Saved entries
[Start of Attachment]
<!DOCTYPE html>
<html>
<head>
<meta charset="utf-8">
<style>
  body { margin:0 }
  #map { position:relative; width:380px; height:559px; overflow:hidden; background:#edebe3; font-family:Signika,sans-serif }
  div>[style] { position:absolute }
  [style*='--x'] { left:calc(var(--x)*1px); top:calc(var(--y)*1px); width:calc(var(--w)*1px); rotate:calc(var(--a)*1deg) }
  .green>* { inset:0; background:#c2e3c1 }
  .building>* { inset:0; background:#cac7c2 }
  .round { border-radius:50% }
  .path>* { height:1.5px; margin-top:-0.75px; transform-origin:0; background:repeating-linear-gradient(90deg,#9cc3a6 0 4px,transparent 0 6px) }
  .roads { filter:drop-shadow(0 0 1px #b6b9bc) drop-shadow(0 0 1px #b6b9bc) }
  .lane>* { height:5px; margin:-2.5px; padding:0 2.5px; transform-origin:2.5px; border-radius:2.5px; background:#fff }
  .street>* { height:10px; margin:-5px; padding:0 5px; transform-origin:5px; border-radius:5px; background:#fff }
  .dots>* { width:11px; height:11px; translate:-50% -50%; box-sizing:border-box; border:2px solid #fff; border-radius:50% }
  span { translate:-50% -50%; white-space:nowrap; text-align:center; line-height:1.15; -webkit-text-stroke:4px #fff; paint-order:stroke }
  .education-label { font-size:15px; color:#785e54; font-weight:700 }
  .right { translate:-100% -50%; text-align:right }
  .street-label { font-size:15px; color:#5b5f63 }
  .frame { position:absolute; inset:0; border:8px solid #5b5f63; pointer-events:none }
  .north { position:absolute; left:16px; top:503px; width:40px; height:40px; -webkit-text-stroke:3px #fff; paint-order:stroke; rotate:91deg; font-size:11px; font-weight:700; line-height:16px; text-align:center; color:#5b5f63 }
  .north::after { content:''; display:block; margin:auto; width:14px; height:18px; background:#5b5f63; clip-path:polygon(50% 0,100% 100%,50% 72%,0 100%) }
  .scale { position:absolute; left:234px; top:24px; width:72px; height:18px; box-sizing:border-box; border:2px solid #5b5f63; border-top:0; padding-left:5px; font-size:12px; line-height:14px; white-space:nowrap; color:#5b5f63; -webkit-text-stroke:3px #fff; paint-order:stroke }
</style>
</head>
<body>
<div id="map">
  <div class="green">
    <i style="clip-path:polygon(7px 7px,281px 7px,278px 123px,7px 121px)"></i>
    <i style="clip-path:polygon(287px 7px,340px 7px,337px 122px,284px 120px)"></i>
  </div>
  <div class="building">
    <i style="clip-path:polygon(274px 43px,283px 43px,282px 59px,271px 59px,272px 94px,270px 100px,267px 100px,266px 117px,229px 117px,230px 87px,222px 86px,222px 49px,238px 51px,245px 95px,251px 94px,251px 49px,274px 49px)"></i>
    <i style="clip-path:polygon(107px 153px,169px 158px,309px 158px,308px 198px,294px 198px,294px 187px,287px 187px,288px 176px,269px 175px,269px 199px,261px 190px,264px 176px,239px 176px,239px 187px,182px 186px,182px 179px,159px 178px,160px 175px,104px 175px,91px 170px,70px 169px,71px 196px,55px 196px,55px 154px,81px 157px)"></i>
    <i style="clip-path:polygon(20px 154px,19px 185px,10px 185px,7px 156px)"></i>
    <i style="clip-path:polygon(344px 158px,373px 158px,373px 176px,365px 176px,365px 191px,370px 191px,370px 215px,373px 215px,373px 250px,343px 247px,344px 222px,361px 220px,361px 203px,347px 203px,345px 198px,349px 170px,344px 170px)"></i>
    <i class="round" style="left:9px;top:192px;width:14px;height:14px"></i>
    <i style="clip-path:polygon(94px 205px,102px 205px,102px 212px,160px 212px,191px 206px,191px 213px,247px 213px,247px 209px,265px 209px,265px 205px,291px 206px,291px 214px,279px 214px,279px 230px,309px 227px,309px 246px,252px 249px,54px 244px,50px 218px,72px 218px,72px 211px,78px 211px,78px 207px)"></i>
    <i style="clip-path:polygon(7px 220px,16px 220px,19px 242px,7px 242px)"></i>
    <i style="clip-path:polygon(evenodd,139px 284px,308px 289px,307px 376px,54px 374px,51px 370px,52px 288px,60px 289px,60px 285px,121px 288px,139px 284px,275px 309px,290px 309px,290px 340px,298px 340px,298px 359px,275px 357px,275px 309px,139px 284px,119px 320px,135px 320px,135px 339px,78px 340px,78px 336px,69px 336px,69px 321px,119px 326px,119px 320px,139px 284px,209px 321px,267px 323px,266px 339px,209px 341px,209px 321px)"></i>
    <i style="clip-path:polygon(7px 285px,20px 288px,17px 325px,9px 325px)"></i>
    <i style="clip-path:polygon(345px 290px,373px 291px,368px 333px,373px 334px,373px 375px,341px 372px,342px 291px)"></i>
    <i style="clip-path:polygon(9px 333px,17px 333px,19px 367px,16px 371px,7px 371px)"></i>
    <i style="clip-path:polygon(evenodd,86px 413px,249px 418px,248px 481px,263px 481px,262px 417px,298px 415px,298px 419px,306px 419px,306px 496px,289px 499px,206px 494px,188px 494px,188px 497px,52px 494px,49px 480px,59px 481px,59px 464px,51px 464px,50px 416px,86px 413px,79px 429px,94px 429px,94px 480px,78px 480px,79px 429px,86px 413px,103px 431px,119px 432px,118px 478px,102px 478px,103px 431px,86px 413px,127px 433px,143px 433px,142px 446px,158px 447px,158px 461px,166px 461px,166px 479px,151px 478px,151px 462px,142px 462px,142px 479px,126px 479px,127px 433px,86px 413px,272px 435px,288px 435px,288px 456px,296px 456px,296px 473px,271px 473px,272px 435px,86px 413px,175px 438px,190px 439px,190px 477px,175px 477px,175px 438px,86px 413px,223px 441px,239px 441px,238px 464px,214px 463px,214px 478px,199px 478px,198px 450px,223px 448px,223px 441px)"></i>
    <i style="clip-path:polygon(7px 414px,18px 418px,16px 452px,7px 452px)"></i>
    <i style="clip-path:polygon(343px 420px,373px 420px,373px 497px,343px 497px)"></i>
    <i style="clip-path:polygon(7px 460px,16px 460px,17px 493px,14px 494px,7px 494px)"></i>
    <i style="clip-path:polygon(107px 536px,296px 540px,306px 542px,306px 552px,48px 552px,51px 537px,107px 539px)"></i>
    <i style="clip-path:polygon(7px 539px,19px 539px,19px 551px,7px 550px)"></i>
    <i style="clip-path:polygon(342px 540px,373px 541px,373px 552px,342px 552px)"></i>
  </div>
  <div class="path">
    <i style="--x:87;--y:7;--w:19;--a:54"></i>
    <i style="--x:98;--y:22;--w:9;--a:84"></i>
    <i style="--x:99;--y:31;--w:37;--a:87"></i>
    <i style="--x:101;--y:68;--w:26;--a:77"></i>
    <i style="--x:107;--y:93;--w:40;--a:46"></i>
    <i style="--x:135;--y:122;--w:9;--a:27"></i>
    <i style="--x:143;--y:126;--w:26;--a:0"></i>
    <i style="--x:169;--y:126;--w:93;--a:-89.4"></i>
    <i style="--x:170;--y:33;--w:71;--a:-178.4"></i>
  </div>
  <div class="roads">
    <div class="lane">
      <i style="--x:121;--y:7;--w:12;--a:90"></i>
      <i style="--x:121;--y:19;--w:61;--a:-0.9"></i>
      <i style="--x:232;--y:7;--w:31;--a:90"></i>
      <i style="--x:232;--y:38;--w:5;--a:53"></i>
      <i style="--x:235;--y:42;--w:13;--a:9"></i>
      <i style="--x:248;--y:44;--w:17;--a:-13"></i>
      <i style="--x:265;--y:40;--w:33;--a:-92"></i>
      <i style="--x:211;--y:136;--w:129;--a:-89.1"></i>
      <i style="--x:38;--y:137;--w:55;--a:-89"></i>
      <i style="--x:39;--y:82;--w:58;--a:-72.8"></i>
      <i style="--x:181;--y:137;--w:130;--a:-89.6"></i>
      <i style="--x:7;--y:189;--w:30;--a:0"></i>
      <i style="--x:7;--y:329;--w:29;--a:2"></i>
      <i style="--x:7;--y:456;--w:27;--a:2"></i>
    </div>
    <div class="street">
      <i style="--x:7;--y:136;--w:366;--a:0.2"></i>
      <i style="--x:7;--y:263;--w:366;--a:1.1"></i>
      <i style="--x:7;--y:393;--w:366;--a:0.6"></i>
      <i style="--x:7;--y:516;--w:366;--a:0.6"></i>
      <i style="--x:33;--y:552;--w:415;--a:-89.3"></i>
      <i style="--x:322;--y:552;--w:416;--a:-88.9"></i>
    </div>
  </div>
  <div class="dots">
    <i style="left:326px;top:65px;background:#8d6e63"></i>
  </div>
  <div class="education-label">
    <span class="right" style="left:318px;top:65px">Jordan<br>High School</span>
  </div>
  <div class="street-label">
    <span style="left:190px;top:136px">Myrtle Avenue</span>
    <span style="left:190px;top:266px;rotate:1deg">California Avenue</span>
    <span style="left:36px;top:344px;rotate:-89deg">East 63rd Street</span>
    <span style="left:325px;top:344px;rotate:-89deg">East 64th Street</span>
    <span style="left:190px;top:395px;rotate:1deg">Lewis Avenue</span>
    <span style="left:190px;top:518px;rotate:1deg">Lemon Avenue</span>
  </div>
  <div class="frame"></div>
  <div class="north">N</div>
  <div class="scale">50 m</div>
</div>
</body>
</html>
[End of Attachment]
▸ EXERCISE INSTRUCTIONS:
Print the records verbatim, stopping after the "height:1.5px; margin-top:-0.75px; transform-origin:0;" line.

▸ OUTPUT:
<!DOCTYPE html>
<html>
<head>
<meta charset="utf-8">
<style>
  body { margin:0 }
  #map { position:relative; width:380px; height:559px; overflow:hidden; background:#edebe3; font-family:Signika,sans-serif }
  div>[style] { position:absolute }
  [style*='--x'] { left:calc(var(--x)*1px); top:calc(var(--y)*1px); width:calc(var(--w)*1px); rotate:calc(var(--a)*1deg) }
  .green>* { inset:0; background:#c2e3c1 }
  .building>* { inset:0; background:#cac7c2 }
  .round { border-radius:50% }
  .path>* { height:1.5px; margin-top:-0.75px; transform-origin:0; background:repeating-linear-gradient(90deg,#9cc3a6 0 4px,transparent 0 6px) }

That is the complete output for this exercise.